What to work on. Across the whole listing, filter for the string "white" and copy every line that has it.

Recorded information.
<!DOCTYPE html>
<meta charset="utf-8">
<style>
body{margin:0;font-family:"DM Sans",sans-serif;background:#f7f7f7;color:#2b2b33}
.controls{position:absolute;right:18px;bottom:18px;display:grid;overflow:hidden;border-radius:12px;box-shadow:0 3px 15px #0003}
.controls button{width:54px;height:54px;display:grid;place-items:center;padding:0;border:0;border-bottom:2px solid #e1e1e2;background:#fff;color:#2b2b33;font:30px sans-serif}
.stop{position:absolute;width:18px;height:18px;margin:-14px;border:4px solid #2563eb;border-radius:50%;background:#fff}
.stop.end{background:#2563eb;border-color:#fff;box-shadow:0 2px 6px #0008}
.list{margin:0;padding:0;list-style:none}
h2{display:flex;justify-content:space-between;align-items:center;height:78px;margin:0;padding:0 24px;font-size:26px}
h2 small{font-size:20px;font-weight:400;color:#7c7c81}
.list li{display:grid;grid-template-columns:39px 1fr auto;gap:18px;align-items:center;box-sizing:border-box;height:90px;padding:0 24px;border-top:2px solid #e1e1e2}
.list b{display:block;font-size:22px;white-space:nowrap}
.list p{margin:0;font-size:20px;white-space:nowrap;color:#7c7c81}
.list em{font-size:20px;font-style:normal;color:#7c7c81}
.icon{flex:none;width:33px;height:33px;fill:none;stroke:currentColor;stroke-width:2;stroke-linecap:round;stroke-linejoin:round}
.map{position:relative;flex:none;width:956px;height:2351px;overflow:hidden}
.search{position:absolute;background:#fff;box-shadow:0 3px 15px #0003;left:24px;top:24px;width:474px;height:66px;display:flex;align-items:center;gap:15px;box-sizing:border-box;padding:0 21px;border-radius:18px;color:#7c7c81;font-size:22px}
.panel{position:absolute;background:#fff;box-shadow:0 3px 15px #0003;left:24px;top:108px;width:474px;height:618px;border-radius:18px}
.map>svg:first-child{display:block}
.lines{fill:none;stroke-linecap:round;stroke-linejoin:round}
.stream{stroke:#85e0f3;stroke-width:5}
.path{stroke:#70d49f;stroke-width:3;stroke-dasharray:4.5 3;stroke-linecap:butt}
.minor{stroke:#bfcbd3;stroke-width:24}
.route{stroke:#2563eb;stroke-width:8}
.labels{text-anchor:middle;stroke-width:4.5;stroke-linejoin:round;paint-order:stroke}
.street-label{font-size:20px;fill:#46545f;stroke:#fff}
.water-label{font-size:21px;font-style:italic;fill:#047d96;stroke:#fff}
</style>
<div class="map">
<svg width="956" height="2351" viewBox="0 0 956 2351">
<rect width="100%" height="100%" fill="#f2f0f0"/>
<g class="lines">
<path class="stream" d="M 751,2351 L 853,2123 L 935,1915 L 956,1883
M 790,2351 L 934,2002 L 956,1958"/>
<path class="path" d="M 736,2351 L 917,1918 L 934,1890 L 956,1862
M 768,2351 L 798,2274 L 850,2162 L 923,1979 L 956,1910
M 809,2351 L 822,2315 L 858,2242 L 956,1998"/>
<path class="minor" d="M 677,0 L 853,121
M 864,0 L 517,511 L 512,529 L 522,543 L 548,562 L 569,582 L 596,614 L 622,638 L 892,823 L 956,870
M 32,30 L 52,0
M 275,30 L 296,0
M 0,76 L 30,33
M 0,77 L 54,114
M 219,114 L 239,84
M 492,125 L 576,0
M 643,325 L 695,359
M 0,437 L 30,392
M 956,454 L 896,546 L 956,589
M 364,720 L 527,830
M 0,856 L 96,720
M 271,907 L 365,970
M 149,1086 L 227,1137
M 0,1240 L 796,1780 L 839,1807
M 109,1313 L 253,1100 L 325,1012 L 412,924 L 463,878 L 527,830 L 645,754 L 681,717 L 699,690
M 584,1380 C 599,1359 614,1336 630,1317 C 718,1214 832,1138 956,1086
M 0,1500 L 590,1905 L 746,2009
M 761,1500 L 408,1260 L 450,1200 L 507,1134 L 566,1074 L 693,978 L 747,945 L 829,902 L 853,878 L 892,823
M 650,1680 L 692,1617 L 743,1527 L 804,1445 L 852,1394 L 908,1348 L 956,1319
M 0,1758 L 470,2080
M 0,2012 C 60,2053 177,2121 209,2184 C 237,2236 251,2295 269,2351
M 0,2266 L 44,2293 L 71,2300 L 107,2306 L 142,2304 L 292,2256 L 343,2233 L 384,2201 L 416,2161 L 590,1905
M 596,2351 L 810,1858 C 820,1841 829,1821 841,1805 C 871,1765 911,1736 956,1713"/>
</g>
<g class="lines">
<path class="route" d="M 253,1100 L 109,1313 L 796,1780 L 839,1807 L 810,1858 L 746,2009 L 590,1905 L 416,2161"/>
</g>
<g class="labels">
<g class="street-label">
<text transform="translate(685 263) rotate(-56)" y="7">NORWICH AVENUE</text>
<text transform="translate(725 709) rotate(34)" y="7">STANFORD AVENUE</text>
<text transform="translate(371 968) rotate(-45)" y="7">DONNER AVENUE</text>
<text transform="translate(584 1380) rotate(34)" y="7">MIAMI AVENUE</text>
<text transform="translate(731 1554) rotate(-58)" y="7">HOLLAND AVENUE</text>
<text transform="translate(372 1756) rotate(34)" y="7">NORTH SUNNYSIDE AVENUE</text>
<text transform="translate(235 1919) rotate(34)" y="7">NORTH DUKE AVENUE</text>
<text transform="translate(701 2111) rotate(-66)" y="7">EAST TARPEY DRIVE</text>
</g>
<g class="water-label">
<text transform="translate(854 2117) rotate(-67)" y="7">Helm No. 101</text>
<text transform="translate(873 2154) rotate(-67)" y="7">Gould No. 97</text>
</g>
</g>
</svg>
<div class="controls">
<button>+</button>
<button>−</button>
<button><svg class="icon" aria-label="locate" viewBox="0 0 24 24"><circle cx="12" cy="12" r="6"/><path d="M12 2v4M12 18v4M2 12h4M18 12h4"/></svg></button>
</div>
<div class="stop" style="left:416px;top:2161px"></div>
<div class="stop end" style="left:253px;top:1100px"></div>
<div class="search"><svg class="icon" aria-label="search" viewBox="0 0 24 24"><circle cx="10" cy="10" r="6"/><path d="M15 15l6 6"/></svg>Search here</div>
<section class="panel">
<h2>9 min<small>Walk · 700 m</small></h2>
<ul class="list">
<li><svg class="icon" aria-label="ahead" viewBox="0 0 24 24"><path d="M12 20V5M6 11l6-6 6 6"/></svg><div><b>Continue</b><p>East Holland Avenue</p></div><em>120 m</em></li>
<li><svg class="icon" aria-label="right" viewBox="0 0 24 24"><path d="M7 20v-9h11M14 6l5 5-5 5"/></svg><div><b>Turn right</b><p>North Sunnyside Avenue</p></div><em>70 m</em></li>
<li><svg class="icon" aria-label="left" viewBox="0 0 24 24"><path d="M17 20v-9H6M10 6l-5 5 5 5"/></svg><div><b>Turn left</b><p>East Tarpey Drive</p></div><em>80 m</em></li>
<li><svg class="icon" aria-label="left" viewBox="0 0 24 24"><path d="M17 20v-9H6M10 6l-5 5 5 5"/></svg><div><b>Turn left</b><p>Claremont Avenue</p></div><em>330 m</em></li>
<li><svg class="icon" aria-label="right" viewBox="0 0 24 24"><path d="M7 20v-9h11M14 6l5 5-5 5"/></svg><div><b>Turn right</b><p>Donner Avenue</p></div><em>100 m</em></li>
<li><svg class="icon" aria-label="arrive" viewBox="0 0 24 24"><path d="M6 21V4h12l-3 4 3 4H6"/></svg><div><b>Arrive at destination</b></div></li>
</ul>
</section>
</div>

Exercise solution.
.list b{display:block;font-size:22px;white-space:nowrap}
.list p{margin:0;font-size:20px;white-space:nowrap;color:#7c7c81}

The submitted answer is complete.